So, we have to manually clip out bad lines from the file. Are the lines that throw errors the actual lines causing the problem? Or is the parser out of phase, and drifting down the file until it finally crashes? I actually dont know! I looked at the offending lines and I didn't see any bad formatting. I am going to make a quarentine radius about the lines, and just cut out entires. We will lose more data this way, but looking for dirty control characters is an even worse way to spend my day.

In [123]:
#Lets design our clipping funciton.

#Signature: Path[String], Line Number[Integer], UpperRowRadius[Integer] --> Tuple(LB,UB)
#Purpose, for a given offending LINE, define a number of ROWS above it to clip, and then append the 
#rest of the file. This function will only perform the clip operation for ONE offending row.
#Use dask to iteratively go through the file, and find all of the anomolies. Dask will eventually crash on line numbers, 
#so lets just dump them.

#Note: lineNum arg is in lines, upRowRad is interpreted to be rows (lines/3). Not the same basis.
def clipappend(pathTo,fileName,lineNum,upRowRad):
    #if (not os.path.exists(pathto + "/temphold.csv")):
    ourFP = open(pathTo + "/" + fileName)
    tempFP = open(pathTo + "/temp.csv","w+") #will just create the file for us

    #endpoint set: 3,6,9,12 ... 3k
    #startpoint set: 1,4,7,10... 3k+1 I choose to calculate from ENDPOINT basis.
    
    shiftUp = 0
    #is our line Number an endLine for a given row?
    modShift = lineNum % 3 

    # If we are at first or middle position of a row.
    if (modShift == 1): #at start position
        shiftUp = 2 #to endpoint
    elif (modShift == 2): #middle position of a row
        shiftUp = 1 #to endpoint
    lowerBound = lineNum+shiftUp-((upRowRad+1)*3) #also remove the row itself from endpoint - thats why +1
    upperBound = lineNum+shiftUp 
    excludeRange = list(range(lowerBound+1,upperBound+1))
    #at this point, we have the cutoffs in the endpoint basis.
    for i,line in enumerate(ourFP):
        if (i in excludeRange):
            pass
        else:
            tempFP.write(line)
    ourFP.close()
    tempFP.close()
    #now overwrite our tempfile onto our original file. 
    os.remove(pathTo + "/" + fileName)
    os.rename(pathTo + "/temp.csv",pathTo + "/" + fileName)
    
    return (lowerBound,upperBound)

hold = clipappend("./data/originalcsv","splitfile.csv", 15, 1)

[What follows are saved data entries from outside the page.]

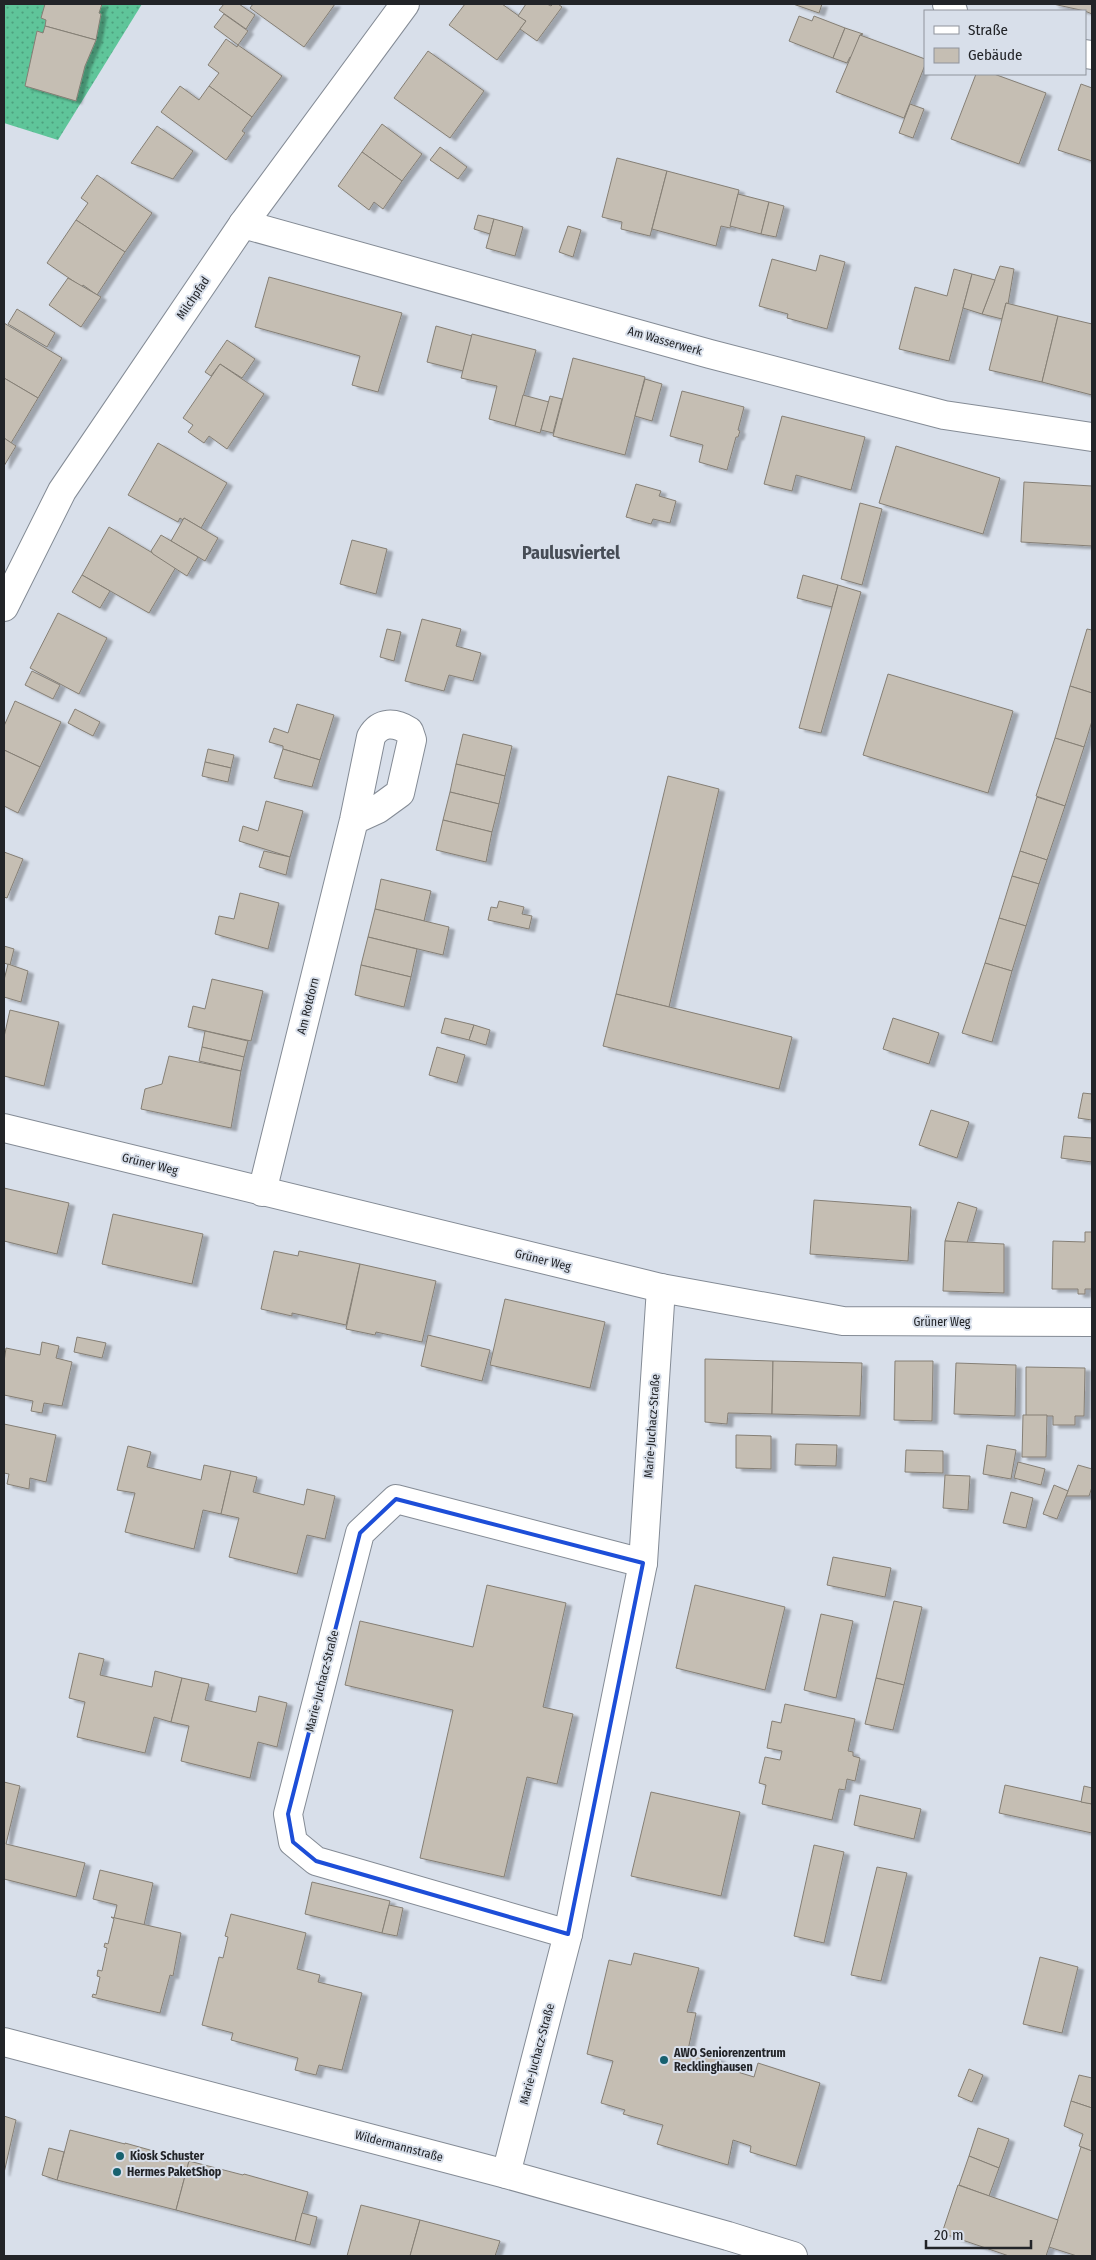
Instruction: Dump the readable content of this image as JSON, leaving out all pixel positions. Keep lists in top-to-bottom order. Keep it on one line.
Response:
{"streets":{"street":["Milchpfad","Am Wasserwerk","Am Rotdorn","Grüner Weg","Marie-Juchacz-Straße","Wildermannstraße"]},"crossings":[["Milchpfad","Am Wasserwerk"],["Am Rotdorn","Grüner Weg"],["Grüner Weg","Marie-Juchacz-Straße"],["Marie-Juchacz-Straße","Wildermannstraße"]],"districts":["Paulusviertel"],"places":["AWO Seniorenzentrum Recklinghausen","Kiosk Schuster","Hermes PaketShop"],"legend":["Straße","Gebäude"],"scale_bar":"20 m"}
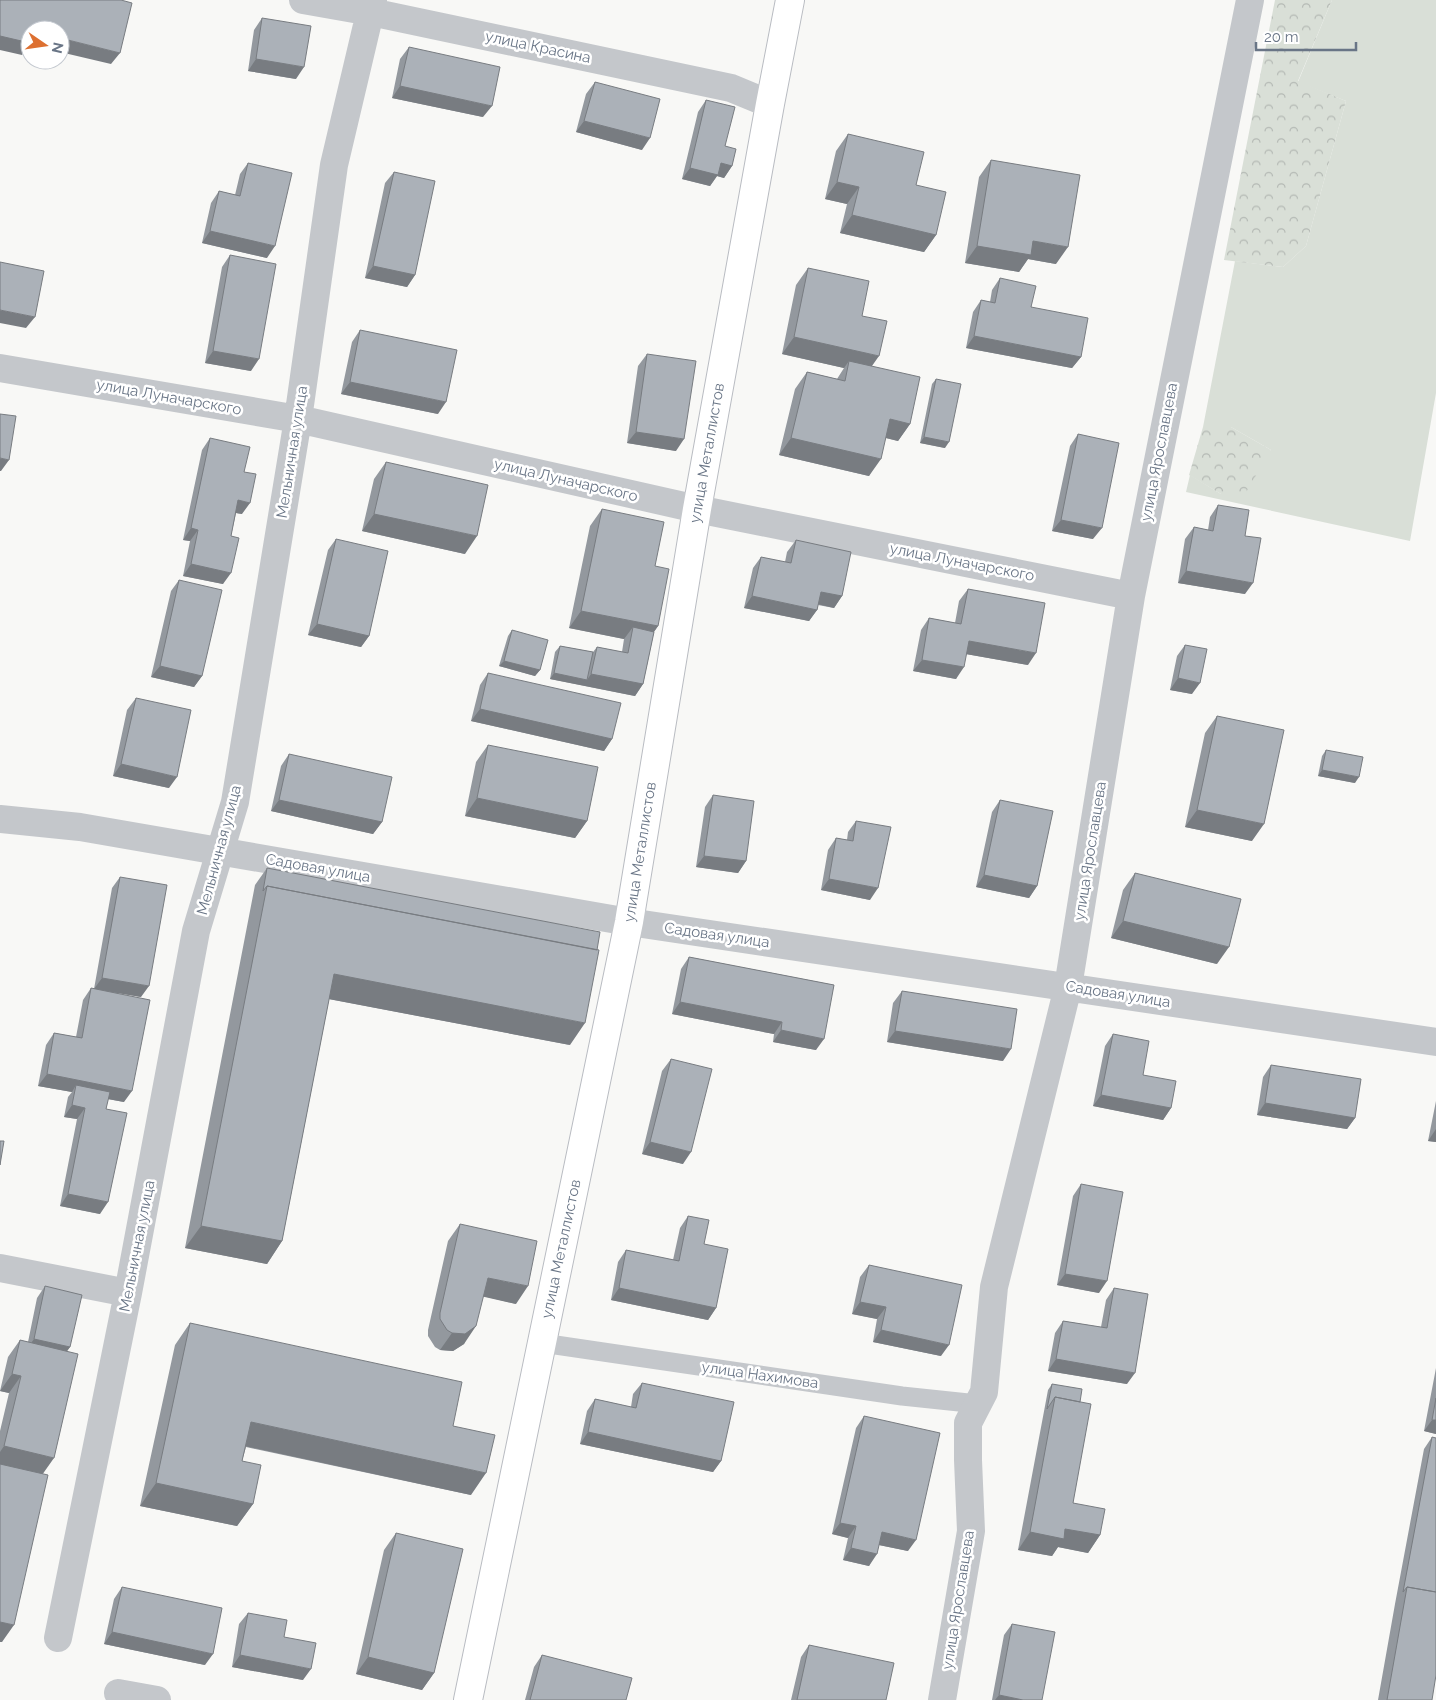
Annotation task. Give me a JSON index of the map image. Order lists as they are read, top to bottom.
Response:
{
  "streets": {
    "street": [
      "улица Красина",
      "улица Луначарского",
      "Мельничная улица",
      "улица Ярославцева",
      "улица Металлистов",
      "Садовая улица"
    ],
    "lane": ["улица Нахимова"]
  },
  "crossings": [
    ["улица Красина", "Мельничная улица"],
    ["улица Красина", "улица Металлистов"],
    ["улица Луначарского", "Мельничная улица"],
    ["улица Луначарского", "улица Ярославцева"],
    ["улица Луначарского", "улица Металлистов"],
    ["Мельничная улица", "Садовая улица"],
    ["улица Ярославцева", "Садовая улица"],
    ["улица Ярославцева", "улица Нахимова"],
    ["улица Металлистов", "Садовая улица"],
    ["улица Металлистов", "улица Нахимова"]
  ],
  "scale_bar": "20 m",
  "north": "right"
}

Now we have to reform datafile, using dask to tell us where the erroneous lines are! This takes a number of iterations by hand. For a set of numbers that are thrown (before crash) we calculate a range between the extremes, and extend it more to be safe.

Our start file is called "A.csv", our temporary file is called "temp.csv". We run dask on A until it crashes on a range of rows. We then call clipappend() on a, and give it the row number and epsilon rollback. When the function returns, A should be replaced by temp.csv, and temp.csv should be deleted. We keep moving forward until the entire file is cleaned.

## Basic Tests:

In [124]:
#First test it out on the splitfile: "head -n 30001 ./Iowa_Liquor_Sales.csv > splitfile.csv"
"
clipappend("./data/originalcsv","splitfile.csv", 20000, 2000)

(13998, 20001)

In [127]:
#Now for a real test: do we have a properly formatted file? Does
#every third line have an invoice number? or did it get garbled?
threelinecheck("./data/originalcsv/splitfile.csv")

True

In [128]:
#Final Test: Lets make a splitfile: "head -n 300 ./Iowa_Liquor_Sales.csv > splitfile.csv"
#and manually check in a text editor that the rows are formatted correctly.
clipappend("./data/originalcsv","splitfile.csv", 220, 10)

(189, 222)

In [129]:
#So the file looked OK in a text editor. What about reading with pandas?
testDF = pd.read_csv("./data/originalcsv/splitfile.csv", engine="python", dtype=typeDict,
                 encoding="utf-8")


In [147]:
#testDF #Looks good!

### Setting up the feed forward cleaning Method:

In [150]:
#Signature: startLine[Int], cutRows[Int], TupleDict[List], {Input to clipappend} -> NoneType
#Purpose: pass in the last line number, and a range of lines to cut out. Also pass in a list to modify.
#Call clip append. The output of clipappend is appended to the list, and mutation changes are maintained after the 
#function ends.
def forwardclean(startLine, cutRows, tupleList, pathTo, fileName):
    tupleList.append(clipappend(pathTo,fileName, startLine, cutRows))
    return 

tupleList = []
#"./data/originalcsv/A.csv"
#this will throw errors and eventually crash. That is fine.
def daskerrorlines(filePath):
    dfILS = daskcall(filePath)
    #forces dask to read in the file.
    dfILS["Store Number"].describe().compute()    


In [138]:
#Quick Test of the method:
# head -n 300 Iowa_Liquor_Sales.csv > splitfile.csv
forwardclean(100,10,tupleList,"./data/originalcsv","splitfile.csv")
forwardclean(100,10,tupleList,"./data/originalcsv","splitfile.csv")
forwardclean(100,10,tupleList,"./data/originalcsv","splitfile.csv")
tupleList

[(69, 102)]

#### This cell is called repeatedly, and iterations of cleanup are called below (by hand).

In [165]:
daskerrorlines("./data/originalcsv/A.csv")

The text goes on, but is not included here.